**Data records:**
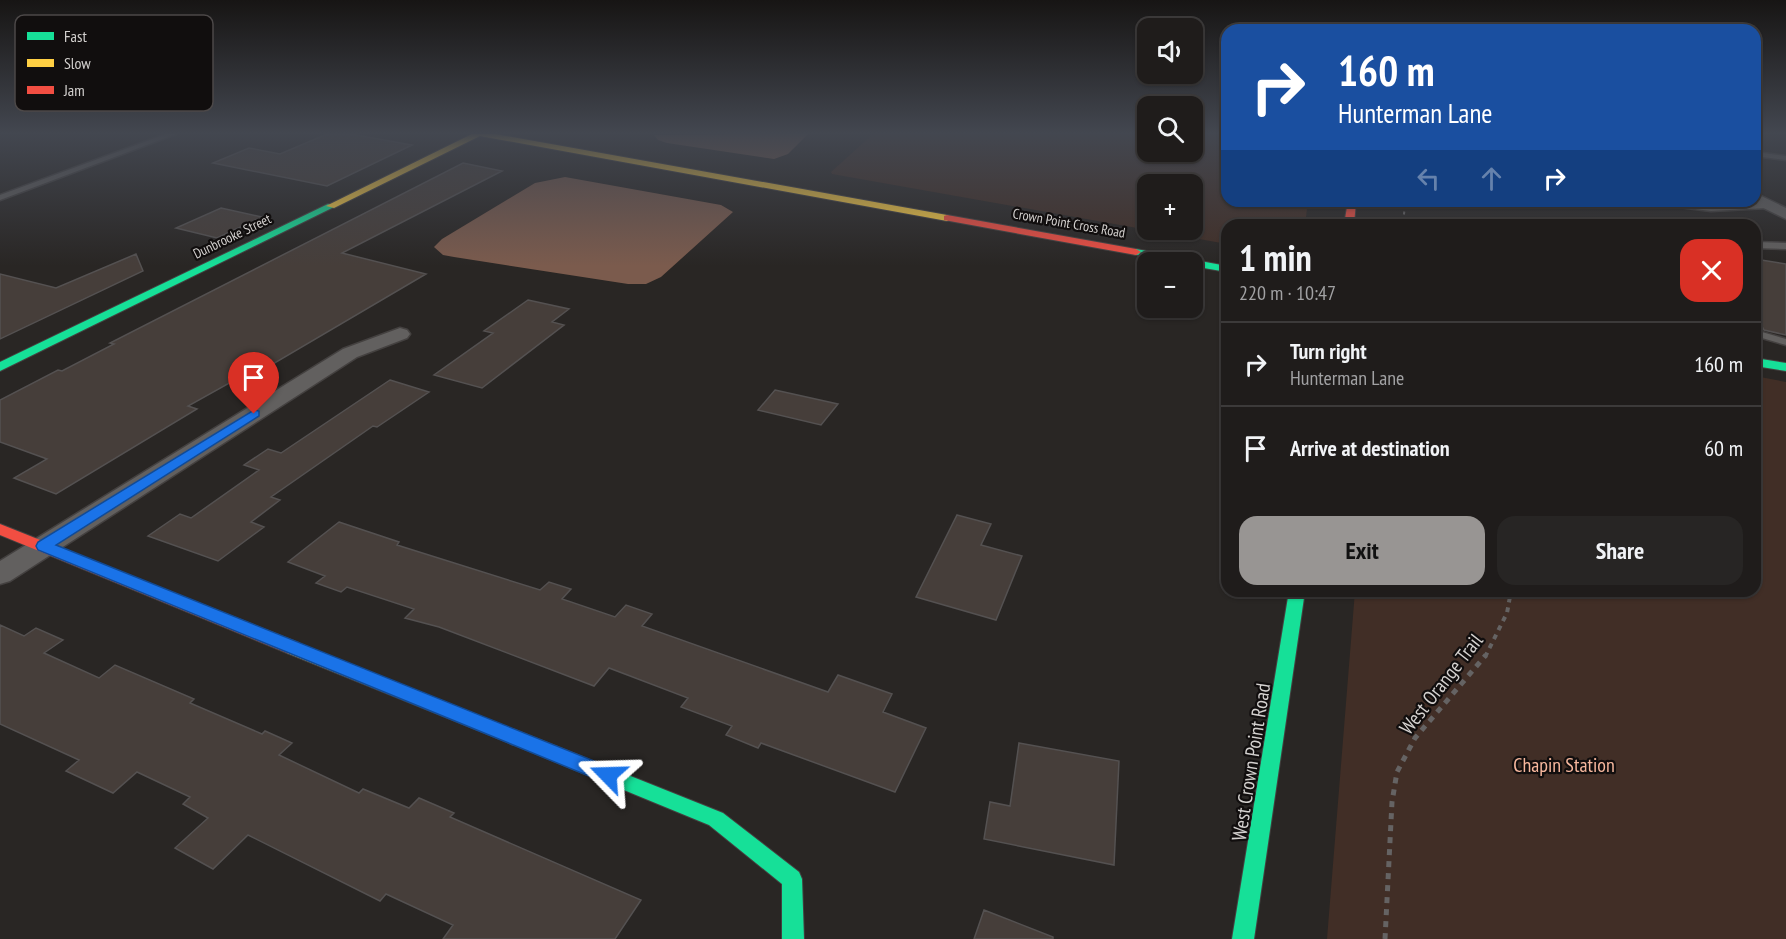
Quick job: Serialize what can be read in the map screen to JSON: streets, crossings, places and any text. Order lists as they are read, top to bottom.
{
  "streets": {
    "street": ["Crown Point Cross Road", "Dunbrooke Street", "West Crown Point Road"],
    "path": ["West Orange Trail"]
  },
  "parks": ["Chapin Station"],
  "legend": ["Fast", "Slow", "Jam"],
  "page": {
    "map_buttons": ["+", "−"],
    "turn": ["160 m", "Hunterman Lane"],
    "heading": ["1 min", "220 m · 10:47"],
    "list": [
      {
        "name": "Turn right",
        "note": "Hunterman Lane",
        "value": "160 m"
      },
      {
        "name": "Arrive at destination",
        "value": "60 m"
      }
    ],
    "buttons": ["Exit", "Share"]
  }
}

**Required work:**
Leave the images out and print each entry exactly.

**Completed task:**
Quick job: Serialize what can be read in the map screen to JSON: streets, crossings, places and any text. Order lists as they are read, top to bottom.
{
  "streets": {
    "street": ["Crown Point Cross Road", "Dunbrooke Street", "West Crown Point Road"],
    "path": ["West Orange Trail"]
  },
  "parks": ["Chapin Station"],
  "legend": ["Fast", "Slow", "Jam"],
  "page": {
    "map_buttons": ["+", "−"],
    "turn": ["160 m", "Hunterman Lane"],
    "heading": ["1 min", "220 m · 10:47"],
    "list": [
      {
        "name": "Turn right",
        "note": "Hunterman Lane",
        "value": "160 m"
      },
      {
        "name": "Arrive at destination",
        "value": "60 m"
      }
    ],
    "buttons": ["Exit", "Share"]
  }
}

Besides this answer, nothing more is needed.